Innovation challenge hopes to reduce barriers for people with disabilities

'We're missing out on a huge pool of willing labour when we have a labour shortage'

Innovation challenge hopes to reduce barriers for people with disabilities
Tim Rose, a member of CIBC’s inclusion and diversity team in Toronto.

Several companies are coming up with solutions to address barriers to employment for people with disabilities.

Recently, Toronto-based Lime Connect won a $50,000 grant for its support of university students and professionals (including veterans) with disabilities in accessing work. The funding will support the launch of a new online platform highlighting careers, education and community in the disability talent space.

The funding was provided by the Inclusive Design Challenge: Access to Work launched by urban innovation non-profit MaRS and CIBC, which called on innovators to submit solutions meant to help remove barriers to employment faced by Canadians who live with disability.

Runners-up SenseTech Solutions and Zera Café will each receive $20,000, while Liebs&Co. and SPOT will be awarded prizes of $5,000 each.

Access to Work is the first of four challenges in the initiative.

“Inclusive Design Challenge is really a series of crowd-sourced competitions where we’re asking the disability community and allies to come forward with solutions to common barriers to employment for people with disabilities,” says Tim Rose, member of CIBC’s inclusion and diversity team, in speaking with Canadian HR Reporter.

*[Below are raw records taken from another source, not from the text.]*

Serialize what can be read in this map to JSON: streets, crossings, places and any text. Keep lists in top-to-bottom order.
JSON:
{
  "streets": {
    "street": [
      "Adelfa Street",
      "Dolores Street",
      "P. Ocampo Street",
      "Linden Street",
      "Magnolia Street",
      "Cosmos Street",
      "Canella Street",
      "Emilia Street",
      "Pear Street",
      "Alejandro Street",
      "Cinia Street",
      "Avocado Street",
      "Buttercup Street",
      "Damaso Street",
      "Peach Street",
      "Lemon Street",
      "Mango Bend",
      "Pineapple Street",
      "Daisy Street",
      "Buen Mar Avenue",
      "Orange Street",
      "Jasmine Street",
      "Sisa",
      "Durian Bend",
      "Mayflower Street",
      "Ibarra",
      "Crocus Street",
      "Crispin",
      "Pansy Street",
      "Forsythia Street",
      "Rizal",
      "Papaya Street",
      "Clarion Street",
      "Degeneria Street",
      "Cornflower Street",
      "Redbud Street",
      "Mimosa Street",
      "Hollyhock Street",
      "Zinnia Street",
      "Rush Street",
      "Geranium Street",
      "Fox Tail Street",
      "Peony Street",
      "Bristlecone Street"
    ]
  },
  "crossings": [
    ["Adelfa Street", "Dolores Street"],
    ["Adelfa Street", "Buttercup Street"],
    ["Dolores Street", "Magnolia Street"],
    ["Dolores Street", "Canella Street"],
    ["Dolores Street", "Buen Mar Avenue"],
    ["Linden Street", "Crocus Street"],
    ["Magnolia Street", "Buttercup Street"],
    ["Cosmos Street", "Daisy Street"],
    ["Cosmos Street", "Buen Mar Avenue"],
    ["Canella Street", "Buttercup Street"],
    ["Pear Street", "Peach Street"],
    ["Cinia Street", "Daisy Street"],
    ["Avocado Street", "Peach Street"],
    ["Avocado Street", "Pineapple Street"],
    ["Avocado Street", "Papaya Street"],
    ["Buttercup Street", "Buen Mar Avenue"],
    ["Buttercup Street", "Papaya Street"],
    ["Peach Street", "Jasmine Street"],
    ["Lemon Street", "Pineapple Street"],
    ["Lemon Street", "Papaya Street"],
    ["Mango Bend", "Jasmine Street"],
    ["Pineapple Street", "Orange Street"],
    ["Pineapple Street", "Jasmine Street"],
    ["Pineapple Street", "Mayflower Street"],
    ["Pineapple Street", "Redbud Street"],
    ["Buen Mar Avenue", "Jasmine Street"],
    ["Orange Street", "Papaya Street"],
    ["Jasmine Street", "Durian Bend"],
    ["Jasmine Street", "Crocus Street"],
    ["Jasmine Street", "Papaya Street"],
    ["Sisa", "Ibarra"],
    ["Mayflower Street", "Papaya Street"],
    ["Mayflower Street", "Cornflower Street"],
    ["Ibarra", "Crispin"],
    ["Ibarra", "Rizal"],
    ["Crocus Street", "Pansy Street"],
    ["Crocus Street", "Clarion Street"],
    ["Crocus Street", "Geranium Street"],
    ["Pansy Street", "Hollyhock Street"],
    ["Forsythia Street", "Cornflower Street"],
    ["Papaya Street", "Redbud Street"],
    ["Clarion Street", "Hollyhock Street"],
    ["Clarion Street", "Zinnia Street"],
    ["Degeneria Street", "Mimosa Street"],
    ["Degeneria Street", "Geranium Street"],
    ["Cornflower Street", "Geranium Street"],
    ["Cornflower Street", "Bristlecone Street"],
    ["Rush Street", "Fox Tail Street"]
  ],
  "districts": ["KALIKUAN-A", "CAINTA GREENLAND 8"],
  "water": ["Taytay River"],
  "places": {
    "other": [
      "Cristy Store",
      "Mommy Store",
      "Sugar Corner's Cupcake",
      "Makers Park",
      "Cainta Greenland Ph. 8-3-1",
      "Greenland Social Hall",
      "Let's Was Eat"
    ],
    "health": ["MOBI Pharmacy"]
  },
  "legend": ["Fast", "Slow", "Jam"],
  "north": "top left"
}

“We recognize that the unemployment numbers for people with disabilities are very, very high. And in order to address that problem, innovation and new approaches are needed.”

Overall, the first challenge was a success as it received 60 submissions, he says. The second challenge will be launched Dec. 1.

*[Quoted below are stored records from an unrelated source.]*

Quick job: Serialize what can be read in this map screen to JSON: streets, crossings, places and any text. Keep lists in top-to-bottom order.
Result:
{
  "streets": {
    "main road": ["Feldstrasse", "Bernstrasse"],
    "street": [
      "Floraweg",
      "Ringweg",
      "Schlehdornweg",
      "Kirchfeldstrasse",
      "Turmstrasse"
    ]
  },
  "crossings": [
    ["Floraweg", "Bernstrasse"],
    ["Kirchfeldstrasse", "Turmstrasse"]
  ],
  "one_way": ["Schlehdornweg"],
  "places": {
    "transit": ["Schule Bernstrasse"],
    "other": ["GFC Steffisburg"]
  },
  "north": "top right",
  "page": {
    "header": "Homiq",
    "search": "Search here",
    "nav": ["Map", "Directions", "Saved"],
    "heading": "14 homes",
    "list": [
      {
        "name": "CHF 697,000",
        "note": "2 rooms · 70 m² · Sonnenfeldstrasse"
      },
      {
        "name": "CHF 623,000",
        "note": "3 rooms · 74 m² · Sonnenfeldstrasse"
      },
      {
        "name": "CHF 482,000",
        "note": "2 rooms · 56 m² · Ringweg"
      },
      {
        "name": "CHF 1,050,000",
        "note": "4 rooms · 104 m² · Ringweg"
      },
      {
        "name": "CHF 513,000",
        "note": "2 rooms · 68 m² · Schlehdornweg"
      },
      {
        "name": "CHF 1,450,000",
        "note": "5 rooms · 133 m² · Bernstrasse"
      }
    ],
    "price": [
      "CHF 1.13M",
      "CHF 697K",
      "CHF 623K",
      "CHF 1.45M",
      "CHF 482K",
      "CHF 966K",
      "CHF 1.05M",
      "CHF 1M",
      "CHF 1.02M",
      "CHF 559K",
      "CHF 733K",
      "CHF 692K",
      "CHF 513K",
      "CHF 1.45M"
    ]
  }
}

Nearly half (48 per cent) of those with severe disabilities say that companies are bad at hiring people with disabilities, while 46 per cent say the same about the supports offered by corporate Canada to disabled employees, according to a recent report.

‘My disability is the number one asset I bring to work every day’

The reality is people with disabilities face a lot of barriers to employment, says Rose.

“Some barriers are more systemic, so looking at workplace cultures, for example, that might not include persons with disabilities, but there are also things to consider like transportation or having appropriate clothing to wear to work.”

Also, much of the world just isn’t designed to cater to the needs of people with disabilities, including employment, he says.

“We’re creating a space where solutions can be created that might address some of these barriers. And the hope is that some of these solutions will be developed through the funding… but also possibly adopted by companies so that, together, we can support other innovators, other organizations doing great work to change the conversation around disability to one that’s celebrating the assets [that these people bring].”

People with disabilities can provide a lot of invaluable abilities at work, he says.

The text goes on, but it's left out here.